High performance supercapacitor electrode materials can be obtained by polymerizing the conductive polymers in situ in the hydrogel elastic matrix and forming a continuous network, however the current materials are predominantly in the form of blocks or sheets. In addition, the existing preparation method of the conductive hydrogel fiber mainly comprises the steps that conductive particles are filled in a hydrogel matrix or grow in situ on the outer layer of the hydrogel, the prepared hydrogel fiber is difficult to meet the requirement of high conductivity under stretching, and a full-gel fibrous supercapacitor with intrinsic elasticity and stretchability has not been reported yet. Therefore, development of an all-gel fibrous supercapacitor with intrinsic elasticity is needed.
Chinese patent CN104282444a discloses a stretchable linear supercapacitor with a carbon nanotube/polyaniline composite material as a counter electrode and a method for preparing the same, wherein the method uses a stretchable polymer as a fiber substrate, and the carbon nanotube/polyaniline composite material formed under the condition of pre-stretching has a stretchability which is not intrinsic property of the material, and the polymer fiber substrate used has the disadvantages of reduced total capacity of the device and poor stability.
Document Advanced Materials,2018;30 (18) 1800124 reports a stretchable all-gel graphene/conductive polymer hydrogel fibrous supercapacitor whose stretchability stems from the wavy geometry of the device, and which is thus poor in tensile strength and stretch-rebound cycle life.
Disclosure of Invention
The invention aims to solve the technical problem of providing a stretchable and elastic conductive polymer-based all-gel fibrous supercapacitor and a preparation method thereof, so as to overcome the defects of low conductivity of hydrogel fibers, low capacity, weak mechanical property and the like of the stretchable fibrous supercapacitor in the prior art.

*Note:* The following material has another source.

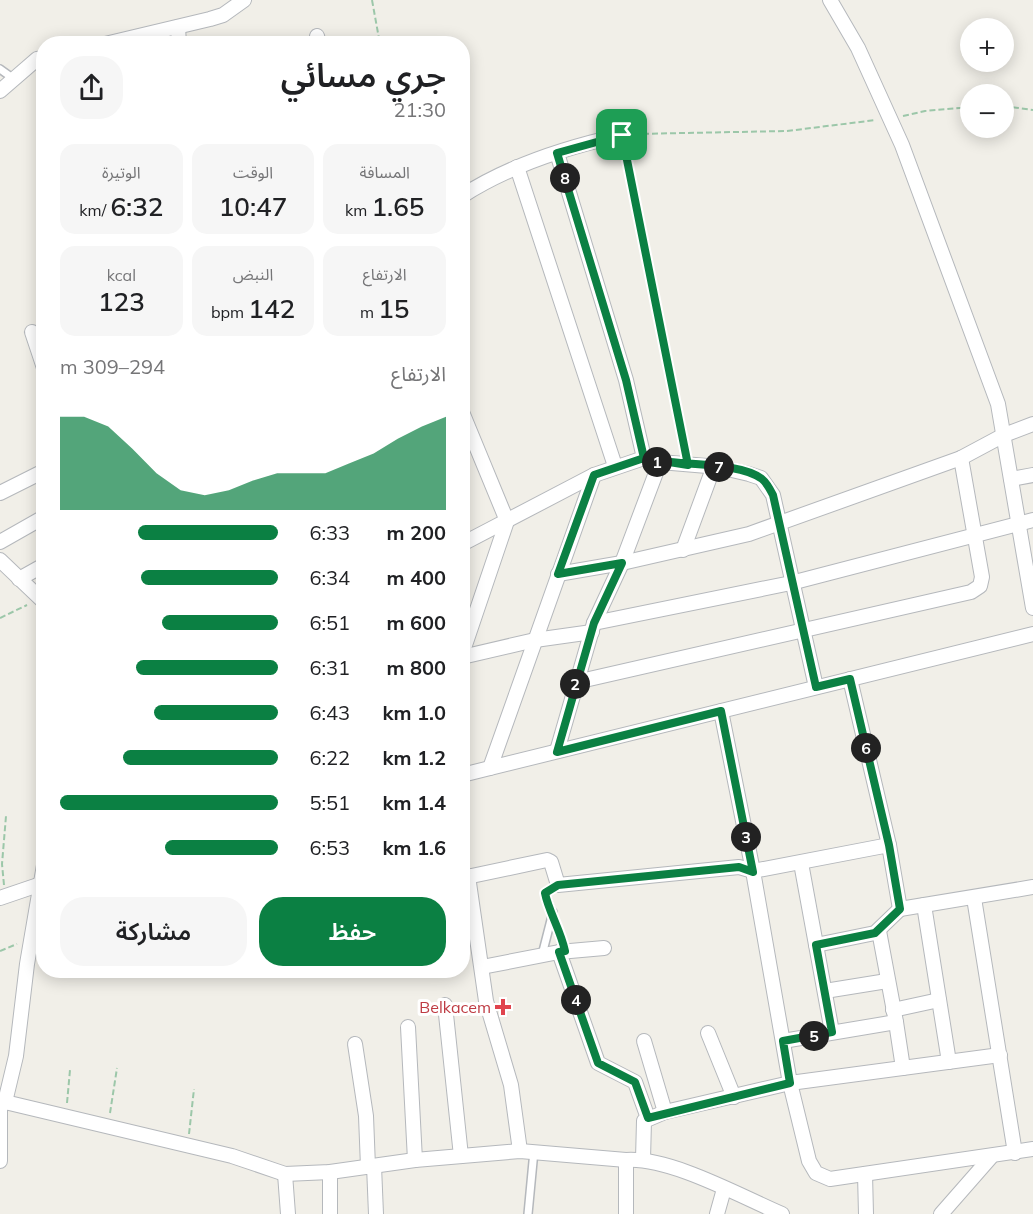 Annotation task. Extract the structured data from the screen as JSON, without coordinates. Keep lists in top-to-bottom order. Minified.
{"places":{"health":["Belkacem"]},"page":{"map_buttons":["+","−"],"heading":["جري مسائي","21:30"],"stats":[["المسافة","1.65 km"],["الوقت","10:47"],["الوتيرة","6:32 /km"],["الارتفاع","15 m"],["النبض","142 bpm"],["kcal","123"]],"pins":["8","1","7","2","6","3","4","5"],"chart":["الارتفاع","294–309 m"],"list":[{"name":"200 m","note":"6:33"},{"name":"400 m","note":"6:34"},{"name":"600 m","note":"6:51"},{"name":"800 m","note":"6:31"},{"name":"1.0 km","note":"6:43"},{"name":"1.2 km","note":"6:22"},{"name":"1.4 km","note":"5:51"},{"name":"1.6 km","note":"6:53"}],"buttons":["حفظ","مشاركة"]}}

The invention provides a stretchable conductive polymer-based hydrogel fiber which is prepared by dissolving an elastic polymer matrix, a conductive polymer monomer, a crosslinking agent and an acid solution in deionized water to obtain a mixed solution, mixing the mixed solution with an initiator solution, injecting the mixed solution into a mold, freezing, performing in-situ polymerization and crosslinking reaction, removing the mold, purifying and freeze-drying.
Preferably, in the hydrogel fiber, the elastic polymer matrix is a polymer containing polyhydroxy, and the polymer containing polyhydroxy includes one or more of polyvinyl alcohol, polyacrylamide, polyacrylic acid and polyethylene glycol.
Preferably, in the hydrogel fiber, the conductive polymer monomer includes one or more of aniline, pyrrole and thiophene.
Preferably, in the hydrogel fiber, the cross-linking agent is 3-aminophenylboronic acid ABA.
Preferably, in the hydrogel fiber, the acid solution comprises one or more of hydrochloric acid, sulfuric acid, phosphoric acid and nitric acid solutions of 0.1-6 mol/L.
Preferably, in the hydrogel fiber, the initiator comprises one or more of ammonium persulfate, potassium persulfate, sodium persulfate and hydrogen peroxide.
The invention also provides a preparation method of the stretchable conductive polymer-based hydrogel fiber, which comprises the following steps:
(1) Dissolving an elastic polymer matrix, a conductive polymer monomer, a cross-linking agent and an acid solution in deionized water to obtain a mixed solution, and dissolving an initiator in the deionized water to obtain an initiator solution;
(2) Mixing the mixed solution obtained in the step (1) with an initiator solution, injecting the mixture into a mold, freezing, performing in-situ polymerization and crosslinking reaction, removing the mold, purifying, and freeze-drying to obtain the hydrogel fiber.
Preferably, in the above method, the concentration of the elastic polymer matrix in the mixed solution in the step (1) is 1 to 20wt% and the concentration of the conductive polymer monomer is 0.025 to 1mol/L.
Preferably, in the above method, the molar ratio of the initiator in the step (2) to the conductive polymer monomer in the mixed solution is 0.5-2.
Preferably, in the above method, the mixing in the step (2) is performed at 0 to 5 ℃; freezing is as follows: the solution was rapidly placed in a liquid nitrogen bath or dry ice bath and frozen instantaneously.
Preferably, in the above method, the die in the step (2) is a tetrafluoro tube with a diameter of 0.1-2 mm.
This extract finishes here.